Record excerpts:

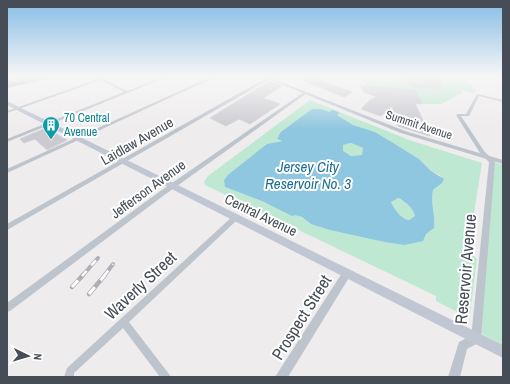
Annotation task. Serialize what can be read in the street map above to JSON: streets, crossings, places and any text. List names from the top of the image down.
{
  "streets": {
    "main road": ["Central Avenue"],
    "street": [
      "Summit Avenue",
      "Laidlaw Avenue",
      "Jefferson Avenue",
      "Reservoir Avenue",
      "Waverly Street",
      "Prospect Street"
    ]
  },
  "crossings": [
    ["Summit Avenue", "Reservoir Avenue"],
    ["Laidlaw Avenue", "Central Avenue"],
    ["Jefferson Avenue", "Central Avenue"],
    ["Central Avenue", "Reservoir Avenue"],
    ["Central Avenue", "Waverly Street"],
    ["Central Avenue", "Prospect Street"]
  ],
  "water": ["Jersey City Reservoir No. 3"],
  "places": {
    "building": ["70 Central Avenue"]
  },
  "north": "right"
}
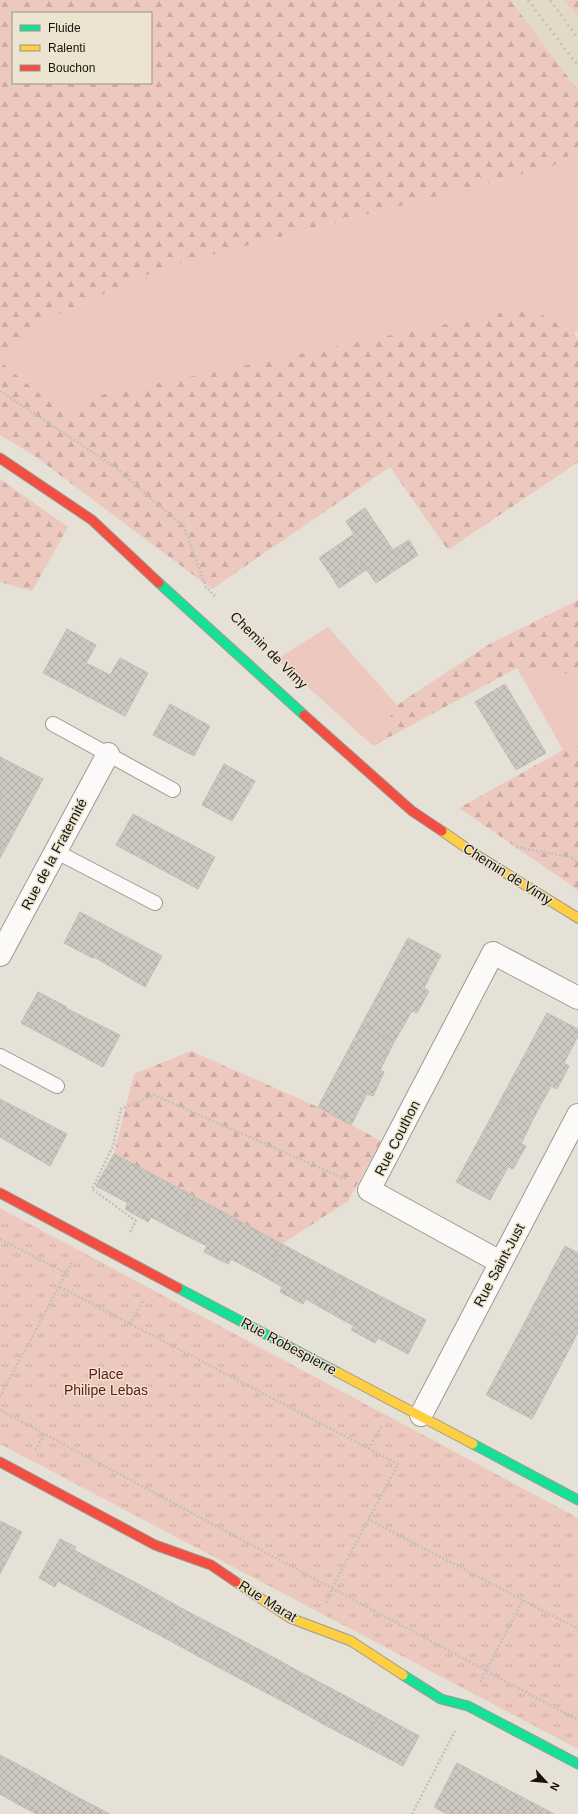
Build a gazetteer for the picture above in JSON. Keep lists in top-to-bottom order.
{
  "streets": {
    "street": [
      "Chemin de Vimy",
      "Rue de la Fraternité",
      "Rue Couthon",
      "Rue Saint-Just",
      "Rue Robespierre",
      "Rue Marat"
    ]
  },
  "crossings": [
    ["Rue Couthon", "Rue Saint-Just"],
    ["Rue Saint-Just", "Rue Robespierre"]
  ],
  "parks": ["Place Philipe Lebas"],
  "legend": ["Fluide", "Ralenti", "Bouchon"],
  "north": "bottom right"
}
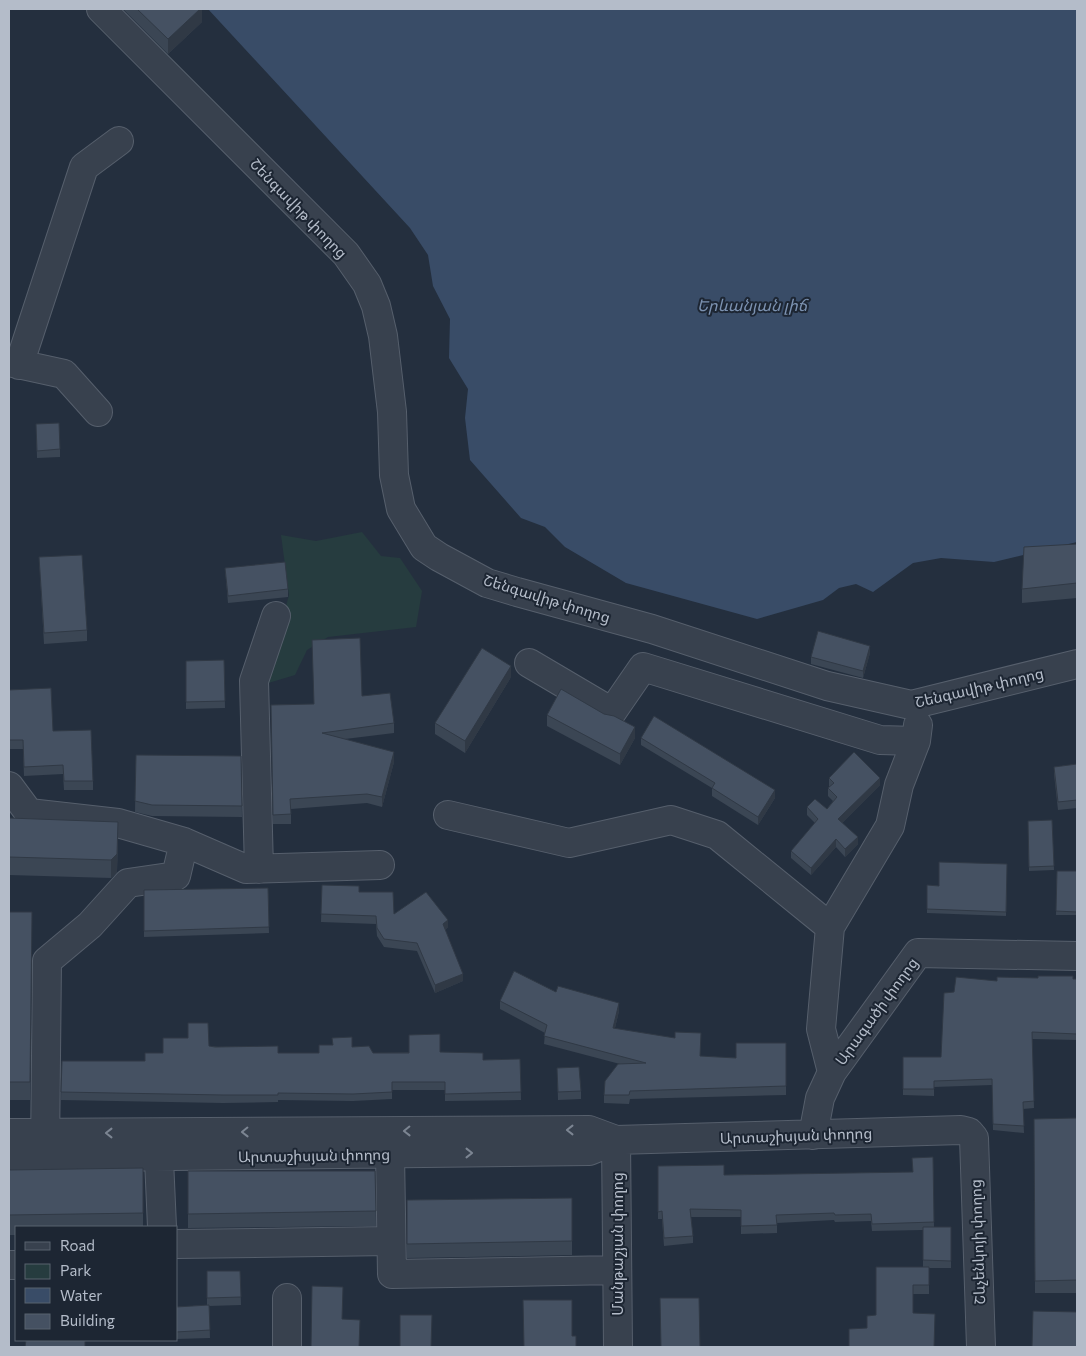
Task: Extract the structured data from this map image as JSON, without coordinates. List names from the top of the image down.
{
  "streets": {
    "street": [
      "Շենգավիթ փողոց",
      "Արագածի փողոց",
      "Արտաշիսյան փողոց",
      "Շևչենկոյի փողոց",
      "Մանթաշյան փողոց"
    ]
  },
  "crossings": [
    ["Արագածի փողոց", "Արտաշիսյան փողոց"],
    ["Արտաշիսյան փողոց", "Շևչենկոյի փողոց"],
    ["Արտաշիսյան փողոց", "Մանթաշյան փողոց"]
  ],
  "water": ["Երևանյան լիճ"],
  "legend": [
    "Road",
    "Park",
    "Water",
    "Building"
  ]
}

Goal of the exercise: Retype all entries exactly, without the images.

Problem solution:
Annotation task. Serialize what can be read in the street map above to JSON: streets, crossings, places and any text. List names from the top of the image down.
{
  "streets": {
    "main road": ["Central Avenue"],
    "street": [
      "Summit Avenue",
      "Laidlaw Avenue",
      "Jefferson Avenue",
      "Reservoir Avenue",
      "Waverly Street",
      "Prospect Street"
    ]
  },
  "crossings": [
    ["Summit Avenue", "Reservoir Avenue"],
    ["Laidlaw Avenue", "Central Avenue"],
    ["Jefferson Avenue", "Central Avenue"],
    ["Central Avenue", "Reservoir Avenue"],
    ["Central Avenue", "Waverly Street"],
    ["Central Avenue", "Prospect Street"]
  ],
  "water": ["Jersey City Reservoir No. 3"],
  "places": {
    "building": ["70 Central Avenue"]
  },
  "north": "right"
}
Build a gazetteer for the picture above in JSON. Keep lists in top-to-bottom order.
{
  "streets": {
    "street": [
      "Chemin de Vimy",
      "Rue de la Fraternité",
      "Rue Couthon",
      "Rue Saint-Just",
      "Rue Robespierre",
      "Rue Marat"
    ]
  },
  "crossings": [
    ["Rue Couthon", "Rue Saint-Just"],
    ["Rue Saint-Just", "Rue Robespierre"]
  ],
  "parks": ["Place Philipe Lebas"],
  "legend": ["Fluide", "Ralenti", "Bouchon"],
  "north": "bottom right"
}
Task: Extract the structured data from this map image as JSON, without coordinates. List names from the top of the image down.
{
  "streets": {
    "street": [
      "Շենգավիթ փողոց",
      "Արագածի փողոց",
      "Արտաշիսյան փողոց",
      "Շևչենկոյի փողոց",
      "Մանթաշյան փողոց"
    ]
  },
  "crossings": [
    ["Արագածի փողոց", "Արտաշիսյան փողոց"],
    ["Արտաշիսյան փողոց", "Շևչենկոյի փողոց"],
    ["Արտաշիսյան փողոց", "Մանթաշյան փողոց"]
  ],
  "water": ["Երևանյան լիճ"],
  "legend": [
    "Road",
    "Park",
    "Water",
    "Building"
  ]
}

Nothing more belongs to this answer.